[Collected data entries]
┄┄┄┄┄┄

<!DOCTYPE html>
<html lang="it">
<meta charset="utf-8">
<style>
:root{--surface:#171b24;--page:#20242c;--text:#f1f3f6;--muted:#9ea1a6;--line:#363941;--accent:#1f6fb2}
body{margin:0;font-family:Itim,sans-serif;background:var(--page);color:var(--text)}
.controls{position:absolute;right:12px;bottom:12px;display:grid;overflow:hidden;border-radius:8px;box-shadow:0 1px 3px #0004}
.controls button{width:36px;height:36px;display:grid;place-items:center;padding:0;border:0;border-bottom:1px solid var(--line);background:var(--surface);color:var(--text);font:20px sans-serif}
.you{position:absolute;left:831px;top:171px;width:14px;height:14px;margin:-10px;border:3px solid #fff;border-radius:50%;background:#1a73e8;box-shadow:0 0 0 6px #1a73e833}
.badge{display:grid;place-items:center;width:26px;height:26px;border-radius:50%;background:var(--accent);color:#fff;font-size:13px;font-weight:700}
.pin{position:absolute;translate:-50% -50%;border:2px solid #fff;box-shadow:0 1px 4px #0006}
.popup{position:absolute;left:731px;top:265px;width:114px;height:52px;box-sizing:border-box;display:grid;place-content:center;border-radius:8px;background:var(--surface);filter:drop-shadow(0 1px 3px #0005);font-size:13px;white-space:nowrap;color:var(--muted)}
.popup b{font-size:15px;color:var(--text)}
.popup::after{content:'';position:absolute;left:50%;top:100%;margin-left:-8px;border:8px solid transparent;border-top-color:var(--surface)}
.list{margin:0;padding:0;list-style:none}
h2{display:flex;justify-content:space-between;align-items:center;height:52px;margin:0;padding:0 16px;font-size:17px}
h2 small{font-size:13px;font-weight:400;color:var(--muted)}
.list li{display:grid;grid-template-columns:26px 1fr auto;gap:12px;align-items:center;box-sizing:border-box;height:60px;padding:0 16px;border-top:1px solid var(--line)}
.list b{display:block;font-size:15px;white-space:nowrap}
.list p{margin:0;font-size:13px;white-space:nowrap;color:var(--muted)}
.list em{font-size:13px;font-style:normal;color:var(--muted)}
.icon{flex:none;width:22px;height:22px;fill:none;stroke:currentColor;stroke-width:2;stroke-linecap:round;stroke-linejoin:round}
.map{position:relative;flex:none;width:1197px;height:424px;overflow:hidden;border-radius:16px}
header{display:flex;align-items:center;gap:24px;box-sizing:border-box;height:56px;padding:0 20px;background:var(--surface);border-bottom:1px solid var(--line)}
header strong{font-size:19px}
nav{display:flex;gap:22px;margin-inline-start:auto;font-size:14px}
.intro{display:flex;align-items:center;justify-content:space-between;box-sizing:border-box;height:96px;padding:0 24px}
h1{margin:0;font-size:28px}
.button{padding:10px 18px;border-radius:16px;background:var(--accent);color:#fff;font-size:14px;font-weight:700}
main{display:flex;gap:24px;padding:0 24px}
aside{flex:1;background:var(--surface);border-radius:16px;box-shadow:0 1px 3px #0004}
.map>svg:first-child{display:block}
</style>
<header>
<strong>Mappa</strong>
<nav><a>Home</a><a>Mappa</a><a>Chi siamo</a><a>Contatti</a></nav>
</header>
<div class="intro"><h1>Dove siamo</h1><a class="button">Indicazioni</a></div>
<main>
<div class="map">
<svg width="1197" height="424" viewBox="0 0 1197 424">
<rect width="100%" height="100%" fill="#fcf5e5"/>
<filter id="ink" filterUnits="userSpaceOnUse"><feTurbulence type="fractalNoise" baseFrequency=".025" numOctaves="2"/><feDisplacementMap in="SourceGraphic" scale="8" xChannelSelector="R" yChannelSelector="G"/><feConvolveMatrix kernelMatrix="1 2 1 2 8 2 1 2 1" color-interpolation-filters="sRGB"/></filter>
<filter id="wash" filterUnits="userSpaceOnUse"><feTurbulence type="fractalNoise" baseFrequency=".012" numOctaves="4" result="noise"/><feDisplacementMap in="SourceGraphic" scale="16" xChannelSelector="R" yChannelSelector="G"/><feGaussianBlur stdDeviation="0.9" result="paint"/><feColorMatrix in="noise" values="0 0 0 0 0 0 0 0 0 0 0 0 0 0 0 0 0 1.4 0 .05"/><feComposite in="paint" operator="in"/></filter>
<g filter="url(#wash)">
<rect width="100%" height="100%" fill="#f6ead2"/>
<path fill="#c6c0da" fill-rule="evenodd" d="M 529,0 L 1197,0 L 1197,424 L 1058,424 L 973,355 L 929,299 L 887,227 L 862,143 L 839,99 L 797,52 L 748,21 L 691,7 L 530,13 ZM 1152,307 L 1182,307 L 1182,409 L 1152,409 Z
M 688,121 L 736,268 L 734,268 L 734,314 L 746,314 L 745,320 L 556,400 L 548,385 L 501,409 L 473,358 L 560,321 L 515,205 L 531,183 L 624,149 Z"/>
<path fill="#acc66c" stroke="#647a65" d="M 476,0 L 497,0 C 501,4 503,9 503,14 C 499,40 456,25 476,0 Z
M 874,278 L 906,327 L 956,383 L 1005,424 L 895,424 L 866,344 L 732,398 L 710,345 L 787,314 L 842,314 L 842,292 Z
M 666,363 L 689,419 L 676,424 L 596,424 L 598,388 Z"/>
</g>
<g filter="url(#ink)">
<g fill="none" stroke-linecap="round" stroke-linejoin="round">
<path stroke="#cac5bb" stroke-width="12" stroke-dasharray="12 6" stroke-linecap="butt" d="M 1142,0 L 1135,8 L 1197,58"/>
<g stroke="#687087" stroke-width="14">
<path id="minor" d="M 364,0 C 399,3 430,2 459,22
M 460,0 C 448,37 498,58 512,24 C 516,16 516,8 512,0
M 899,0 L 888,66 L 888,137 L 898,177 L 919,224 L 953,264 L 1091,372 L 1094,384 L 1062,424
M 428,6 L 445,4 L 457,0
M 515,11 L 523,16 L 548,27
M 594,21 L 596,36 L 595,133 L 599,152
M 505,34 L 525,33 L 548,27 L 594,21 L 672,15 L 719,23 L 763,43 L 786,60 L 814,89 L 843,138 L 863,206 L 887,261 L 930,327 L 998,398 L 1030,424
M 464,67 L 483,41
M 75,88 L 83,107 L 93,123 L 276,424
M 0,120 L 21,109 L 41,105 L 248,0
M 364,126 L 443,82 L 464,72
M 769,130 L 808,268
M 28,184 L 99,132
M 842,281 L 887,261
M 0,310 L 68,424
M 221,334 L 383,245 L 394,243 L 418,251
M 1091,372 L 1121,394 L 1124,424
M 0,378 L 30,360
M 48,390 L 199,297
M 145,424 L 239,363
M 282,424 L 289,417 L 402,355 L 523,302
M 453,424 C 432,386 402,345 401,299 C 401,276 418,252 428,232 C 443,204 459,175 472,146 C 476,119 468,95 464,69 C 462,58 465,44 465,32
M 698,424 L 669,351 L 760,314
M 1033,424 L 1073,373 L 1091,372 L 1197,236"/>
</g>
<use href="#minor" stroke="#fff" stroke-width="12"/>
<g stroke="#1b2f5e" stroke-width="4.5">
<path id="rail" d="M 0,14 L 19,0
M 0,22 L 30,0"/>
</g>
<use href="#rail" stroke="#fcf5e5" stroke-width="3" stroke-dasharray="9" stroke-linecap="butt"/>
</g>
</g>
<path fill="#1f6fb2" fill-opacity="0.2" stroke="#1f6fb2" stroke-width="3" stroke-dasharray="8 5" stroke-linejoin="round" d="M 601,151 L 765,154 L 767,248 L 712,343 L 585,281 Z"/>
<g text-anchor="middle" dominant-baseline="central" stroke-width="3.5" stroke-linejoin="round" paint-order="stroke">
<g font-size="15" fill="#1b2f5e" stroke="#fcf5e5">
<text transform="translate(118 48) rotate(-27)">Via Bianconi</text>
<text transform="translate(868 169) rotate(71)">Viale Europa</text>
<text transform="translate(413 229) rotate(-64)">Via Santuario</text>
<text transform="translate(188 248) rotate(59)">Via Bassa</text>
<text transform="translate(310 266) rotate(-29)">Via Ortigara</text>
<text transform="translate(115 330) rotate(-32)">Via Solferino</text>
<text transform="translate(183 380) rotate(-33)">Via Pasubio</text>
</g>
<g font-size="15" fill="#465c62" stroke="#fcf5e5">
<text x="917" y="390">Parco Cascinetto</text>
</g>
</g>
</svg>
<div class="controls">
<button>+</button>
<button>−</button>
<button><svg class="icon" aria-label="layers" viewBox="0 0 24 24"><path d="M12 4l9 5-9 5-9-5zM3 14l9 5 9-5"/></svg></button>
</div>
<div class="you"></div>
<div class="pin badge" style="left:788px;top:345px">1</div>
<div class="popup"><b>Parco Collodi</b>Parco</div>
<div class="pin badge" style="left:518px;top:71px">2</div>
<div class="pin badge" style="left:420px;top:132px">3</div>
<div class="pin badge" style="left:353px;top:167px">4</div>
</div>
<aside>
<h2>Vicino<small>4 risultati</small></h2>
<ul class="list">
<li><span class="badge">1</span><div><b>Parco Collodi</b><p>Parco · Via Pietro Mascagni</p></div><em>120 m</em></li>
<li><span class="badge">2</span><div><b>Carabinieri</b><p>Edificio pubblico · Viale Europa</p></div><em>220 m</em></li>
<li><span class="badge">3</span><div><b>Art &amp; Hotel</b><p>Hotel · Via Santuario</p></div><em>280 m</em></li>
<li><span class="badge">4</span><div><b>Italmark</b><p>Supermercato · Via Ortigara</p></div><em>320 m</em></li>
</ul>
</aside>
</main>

┄┄┄┄┄┄

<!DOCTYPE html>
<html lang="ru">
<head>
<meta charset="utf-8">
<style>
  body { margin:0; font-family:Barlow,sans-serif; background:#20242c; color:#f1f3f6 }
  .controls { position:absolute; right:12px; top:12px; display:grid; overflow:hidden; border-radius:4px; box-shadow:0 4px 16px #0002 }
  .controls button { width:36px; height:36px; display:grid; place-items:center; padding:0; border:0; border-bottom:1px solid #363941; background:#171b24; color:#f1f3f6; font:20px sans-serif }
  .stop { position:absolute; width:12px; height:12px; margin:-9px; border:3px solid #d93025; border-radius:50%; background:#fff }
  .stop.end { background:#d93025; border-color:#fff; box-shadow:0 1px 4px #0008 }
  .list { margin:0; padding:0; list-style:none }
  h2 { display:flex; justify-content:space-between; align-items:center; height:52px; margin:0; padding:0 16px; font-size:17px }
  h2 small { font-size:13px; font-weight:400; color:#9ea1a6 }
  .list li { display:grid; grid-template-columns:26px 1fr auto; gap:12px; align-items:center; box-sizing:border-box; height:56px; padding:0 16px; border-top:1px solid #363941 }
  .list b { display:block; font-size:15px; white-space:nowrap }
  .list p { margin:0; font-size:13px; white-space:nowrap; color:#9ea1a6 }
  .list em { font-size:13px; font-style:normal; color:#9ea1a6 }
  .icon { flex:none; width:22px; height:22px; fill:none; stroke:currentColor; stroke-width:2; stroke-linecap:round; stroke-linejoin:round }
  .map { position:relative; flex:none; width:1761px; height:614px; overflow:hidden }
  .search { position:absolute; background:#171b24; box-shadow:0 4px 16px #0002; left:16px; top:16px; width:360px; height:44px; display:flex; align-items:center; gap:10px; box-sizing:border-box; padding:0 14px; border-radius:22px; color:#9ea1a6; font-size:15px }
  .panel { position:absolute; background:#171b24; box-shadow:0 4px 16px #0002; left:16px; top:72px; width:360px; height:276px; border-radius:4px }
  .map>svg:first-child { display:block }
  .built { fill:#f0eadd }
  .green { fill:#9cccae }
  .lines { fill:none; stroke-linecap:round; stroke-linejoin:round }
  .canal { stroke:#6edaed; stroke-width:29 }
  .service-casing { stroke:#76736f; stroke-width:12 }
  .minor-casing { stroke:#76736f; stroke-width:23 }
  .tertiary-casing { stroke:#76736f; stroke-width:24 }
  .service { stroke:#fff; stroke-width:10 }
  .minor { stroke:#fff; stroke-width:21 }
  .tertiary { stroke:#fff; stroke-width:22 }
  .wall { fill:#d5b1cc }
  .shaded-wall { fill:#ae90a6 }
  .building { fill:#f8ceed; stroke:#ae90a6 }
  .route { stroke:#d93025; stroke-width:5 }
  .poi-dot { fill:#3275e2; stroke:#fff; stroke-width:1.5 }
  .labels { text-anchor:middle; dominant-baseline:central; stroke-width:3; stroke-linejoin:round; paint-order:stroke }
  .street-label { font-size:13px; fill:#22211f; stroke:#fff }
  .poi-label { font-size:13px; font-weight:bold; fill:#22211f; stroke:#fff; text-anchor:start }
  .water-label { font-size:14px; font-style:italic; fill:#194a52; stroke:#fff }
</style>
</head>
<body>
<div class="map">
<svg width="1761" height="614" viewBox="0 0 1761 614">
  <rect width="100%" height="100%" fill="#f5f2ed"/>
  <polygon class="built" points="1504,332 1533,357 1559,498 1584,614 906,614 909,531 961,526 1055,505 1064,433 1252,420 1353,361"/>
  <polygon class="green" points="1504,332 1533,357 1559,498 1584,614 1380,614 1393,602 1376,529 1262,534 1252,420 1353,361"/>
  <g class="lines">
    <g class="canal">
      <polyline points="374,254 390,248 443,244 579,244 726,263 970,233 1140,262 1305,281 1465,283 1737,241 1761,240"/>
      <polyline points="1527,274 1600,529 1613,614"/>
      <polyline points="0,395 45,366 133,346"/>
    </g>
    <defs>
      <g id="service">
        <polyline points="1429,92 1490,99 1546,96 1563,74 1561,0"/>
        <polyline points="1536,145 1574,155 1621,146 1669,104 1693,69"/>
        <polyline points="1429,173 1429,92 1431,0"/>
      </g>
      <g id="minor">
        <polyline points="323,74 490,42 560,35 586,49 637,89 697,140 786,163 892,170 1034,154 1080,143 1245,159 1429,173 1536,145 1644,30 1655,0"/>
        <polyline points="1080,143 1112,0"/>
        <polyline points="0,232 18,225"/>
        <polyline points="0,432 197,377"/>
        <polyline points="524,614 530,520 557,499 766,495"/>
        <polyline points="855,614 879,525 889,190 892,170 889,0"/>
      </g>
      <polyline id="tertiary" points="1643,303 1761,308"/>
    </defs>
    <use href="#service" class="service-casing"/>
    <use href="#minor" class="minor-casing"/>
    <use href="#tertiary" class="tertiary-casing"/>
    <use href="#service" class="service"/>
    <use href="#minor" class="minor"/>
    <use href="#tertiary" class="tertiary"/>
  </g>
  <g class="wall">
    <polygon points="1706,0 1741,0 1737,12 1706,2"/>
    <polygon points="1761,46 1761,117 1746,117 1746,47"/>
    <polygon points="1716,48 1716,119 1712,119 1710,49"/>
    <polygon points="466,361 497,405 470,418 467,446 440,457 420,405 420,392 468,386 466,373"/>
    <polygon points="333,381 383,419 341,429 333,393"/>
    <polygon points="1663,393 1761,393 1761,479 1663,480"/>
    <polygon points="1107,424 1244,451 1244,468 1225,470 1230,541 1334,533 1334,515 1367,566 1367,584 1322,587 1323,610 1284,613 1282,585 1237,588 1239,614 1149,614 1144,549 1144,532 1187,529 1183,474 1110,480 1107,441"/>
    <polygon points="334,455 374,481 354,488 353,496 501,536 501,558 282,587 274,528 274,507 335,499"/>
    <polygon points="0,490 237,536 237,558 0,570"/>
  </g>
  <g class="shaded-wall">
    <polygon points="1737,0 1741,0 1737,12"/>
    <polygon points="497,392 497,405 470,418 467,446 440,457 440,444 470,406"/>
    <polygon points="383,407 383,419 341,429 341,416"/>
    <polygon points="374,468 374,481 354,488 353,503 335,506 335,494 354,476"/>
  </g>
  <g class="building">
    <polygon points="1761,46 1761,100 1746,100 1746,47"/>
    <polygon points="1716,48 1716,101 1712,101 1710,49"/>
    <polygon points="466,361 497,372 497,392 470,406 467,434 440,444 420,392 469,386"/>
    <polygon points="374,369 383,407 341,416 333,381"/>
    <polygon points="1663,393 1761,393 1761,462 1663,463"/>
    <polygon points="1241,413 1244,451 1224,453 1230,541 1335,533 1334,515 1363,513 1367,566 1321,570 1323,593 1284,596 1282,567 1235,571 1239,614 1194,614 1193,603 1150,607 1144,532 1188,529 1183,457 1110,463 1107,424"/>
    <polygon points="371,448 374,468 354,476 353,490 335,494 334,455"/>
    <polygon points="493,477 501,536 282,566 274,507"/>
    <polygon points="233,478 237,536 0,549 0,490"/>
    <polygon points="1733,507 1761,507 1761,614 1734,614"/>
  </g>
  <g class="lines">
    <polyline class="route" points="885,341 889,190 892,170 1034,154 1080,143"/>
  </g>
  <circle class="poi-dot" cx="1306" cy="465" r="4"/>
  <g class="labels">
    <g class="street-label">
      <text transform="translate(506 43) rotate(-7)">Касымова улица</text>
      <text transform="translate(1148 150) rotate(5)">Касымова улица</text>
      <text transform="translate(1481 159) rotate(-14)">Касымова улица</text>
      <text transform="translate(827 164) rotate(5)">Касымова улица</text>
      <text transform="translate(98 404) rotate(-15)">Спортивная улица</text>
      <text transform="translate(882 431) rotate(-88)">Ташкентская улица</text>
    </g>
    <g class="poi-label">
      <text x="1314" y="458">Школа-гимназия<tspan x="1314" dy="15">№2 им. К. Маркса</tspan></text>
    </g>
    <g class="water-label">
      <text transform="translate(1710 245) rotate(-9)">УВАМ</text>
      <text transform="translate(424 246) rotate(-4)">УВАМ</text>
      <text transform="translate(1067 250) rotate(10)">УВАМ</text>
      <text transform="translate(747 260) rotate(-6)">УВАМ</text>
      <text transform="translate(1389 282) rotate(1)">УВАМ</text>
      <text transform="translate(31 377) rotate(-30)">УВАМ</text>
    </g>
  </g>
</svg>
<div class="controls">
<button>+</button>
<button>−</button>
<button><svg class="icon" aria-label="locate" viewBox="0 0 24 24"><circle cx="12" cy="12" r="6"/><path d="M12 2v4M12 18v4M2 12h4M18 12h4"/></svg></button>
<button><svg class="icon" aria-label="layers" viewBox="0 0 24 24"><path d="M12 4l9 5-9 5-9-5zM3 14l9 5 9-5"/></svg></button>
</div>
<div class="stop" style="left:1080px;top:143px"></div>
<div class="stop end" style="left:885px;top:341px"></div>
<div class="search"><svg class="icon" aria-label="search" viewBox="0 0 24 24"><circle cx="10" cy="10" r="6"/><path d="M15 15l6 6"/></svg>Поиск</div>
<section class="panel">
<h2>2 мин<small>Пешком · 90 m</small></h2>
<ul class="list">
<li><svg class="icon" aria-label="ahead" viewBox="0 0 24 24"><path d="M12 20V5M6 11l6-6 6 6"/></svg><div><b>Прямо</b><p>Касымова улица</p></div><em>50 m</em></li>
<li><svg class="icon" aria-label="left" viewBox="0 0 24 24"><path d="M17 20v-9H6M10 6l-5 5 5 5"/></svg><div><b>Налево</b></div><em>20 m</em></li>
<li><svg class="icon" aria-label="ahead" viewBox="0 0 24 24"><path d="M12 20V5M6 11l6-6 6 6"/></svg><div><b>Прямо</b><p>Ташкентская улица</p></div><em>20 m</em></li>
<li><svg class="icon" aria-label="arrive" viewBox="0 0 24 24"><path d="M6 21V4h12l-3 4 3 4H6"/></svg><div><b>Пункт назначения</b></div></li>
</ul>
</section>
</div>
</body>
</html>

┄┄┄┄┄┄

--- What to do ---
Please say how many lines in the records above contain the word "header", and give only that number.

--- Result for this task ---
4